Task description ▸ Please tally the lines of the listing that hold the string "КРЕСТЬЯНСКАЯ", and reply with that total only.

Provided data ▸
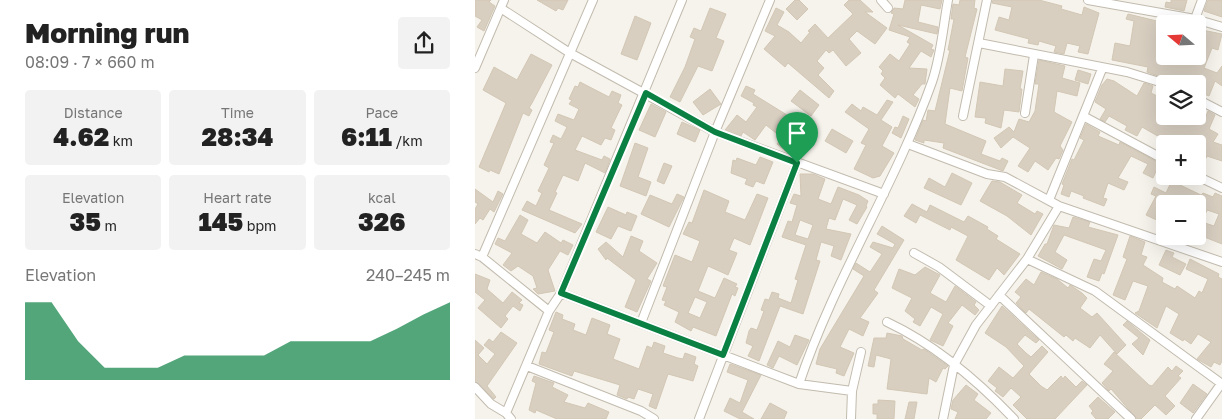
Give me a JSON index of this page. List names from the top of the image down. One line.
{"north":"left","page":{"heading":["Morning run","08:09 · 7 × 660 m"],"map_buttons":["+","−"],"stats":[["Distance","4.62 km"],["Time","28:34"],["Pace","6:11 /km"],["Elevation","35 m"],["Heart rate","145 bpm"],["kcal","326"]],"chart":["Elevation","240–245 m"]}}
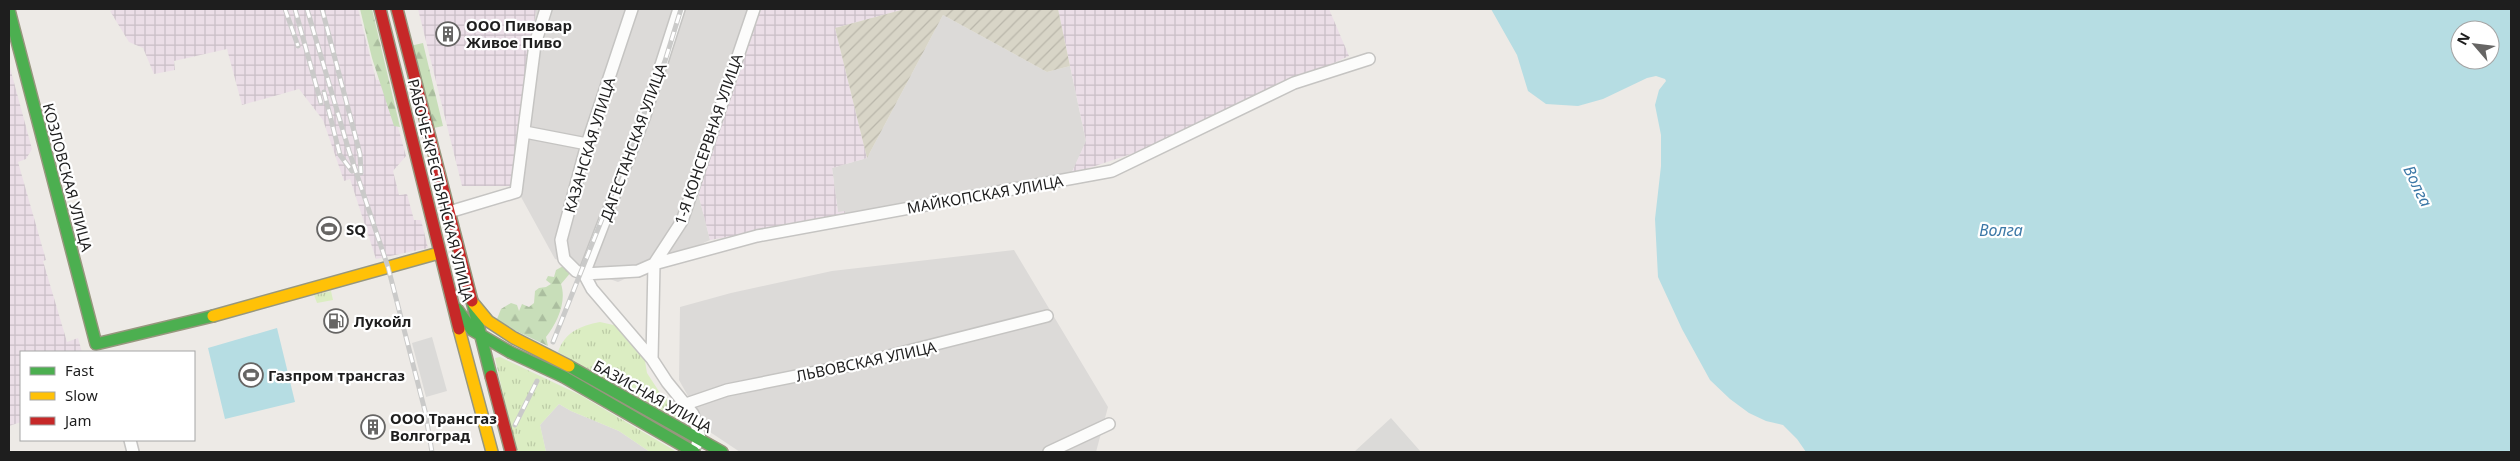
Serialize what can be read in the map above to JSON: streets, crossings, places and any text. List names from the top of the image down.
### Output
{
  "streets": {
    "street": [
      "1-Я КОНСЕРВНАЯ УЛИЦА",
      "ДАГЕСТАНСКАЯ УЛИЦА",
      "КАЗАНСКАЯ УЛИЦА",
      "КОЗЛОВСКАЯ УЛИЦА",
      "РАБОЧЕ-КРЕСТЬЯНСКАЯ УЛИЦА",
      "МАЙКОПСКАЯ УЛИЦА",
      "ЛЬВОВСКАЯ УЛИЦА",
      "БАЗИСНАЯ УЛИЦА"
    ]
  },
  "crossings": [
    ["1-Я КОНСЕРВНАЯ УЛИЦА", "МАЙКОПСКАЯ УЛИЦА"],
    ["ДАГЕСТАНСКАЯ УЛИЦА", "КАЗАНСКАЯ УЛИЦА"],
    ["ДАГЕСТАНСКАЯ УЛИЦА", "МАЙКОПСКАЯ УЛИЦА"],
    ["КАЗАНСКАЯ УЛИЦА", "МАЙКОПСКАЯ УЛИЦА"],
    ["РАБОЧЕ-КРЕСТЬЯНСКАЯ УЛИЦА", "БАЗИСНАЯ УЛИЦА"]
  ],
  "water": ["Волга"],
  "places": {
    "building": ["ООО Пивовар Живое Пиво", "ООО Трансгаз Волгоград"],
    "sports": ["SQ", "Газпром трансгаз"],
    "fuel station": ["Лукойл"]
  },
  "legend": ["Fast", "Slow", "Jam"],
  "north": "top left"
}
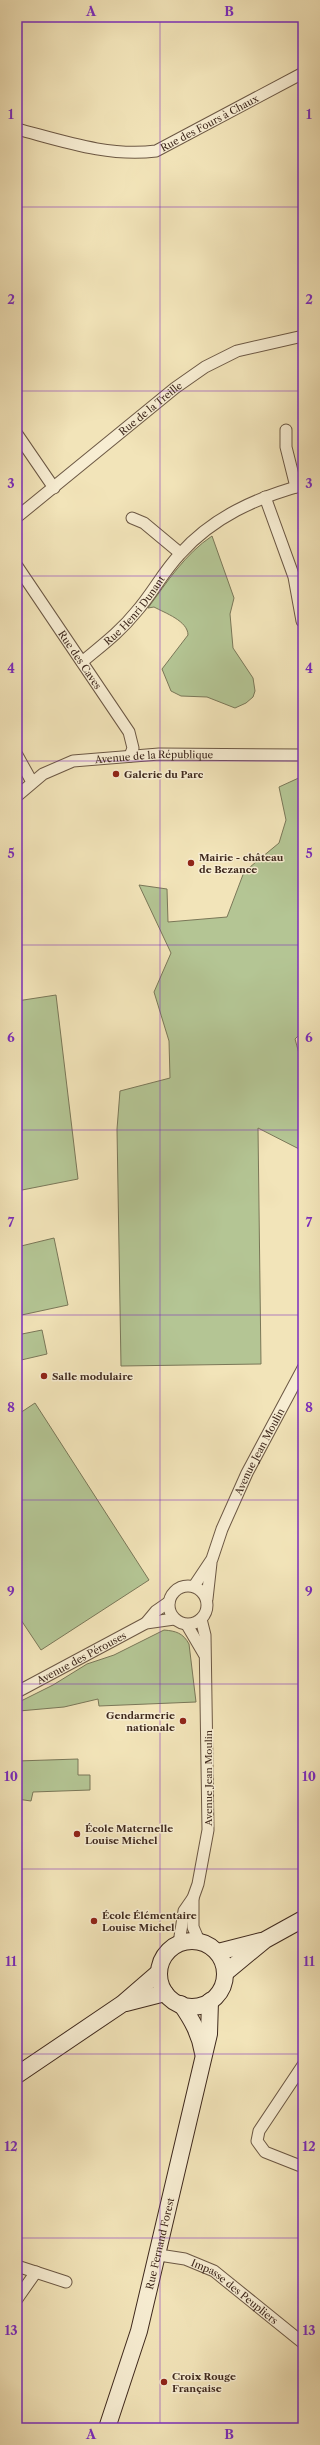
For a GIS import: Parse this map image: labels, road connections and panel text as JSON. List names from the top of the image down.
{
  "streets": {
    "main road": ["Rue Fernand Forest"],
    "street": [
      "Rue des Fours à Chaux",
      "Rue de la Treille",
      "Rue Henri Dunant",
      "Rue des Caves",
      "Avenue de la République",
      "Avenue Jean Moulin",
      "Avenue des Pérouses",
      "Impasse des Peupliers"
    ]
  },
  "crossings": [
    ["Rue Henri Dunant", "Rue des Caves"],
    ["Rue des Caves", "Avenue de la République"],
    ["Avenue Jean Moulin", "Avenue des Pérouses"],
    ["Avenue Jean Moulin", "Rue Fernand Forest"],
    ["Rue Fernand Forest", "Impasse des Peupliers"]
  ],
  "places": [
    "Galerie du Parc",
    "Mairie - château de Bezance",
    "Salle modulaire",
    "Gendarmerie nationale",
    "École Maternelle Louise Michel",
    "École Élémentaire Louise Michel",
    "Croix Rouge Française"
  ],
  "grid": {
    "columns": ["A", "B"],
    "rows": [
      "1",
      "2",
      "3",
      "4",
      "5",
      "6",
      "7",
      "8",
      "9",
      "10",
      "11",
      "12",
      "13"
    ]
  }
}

Solution below ▸ 2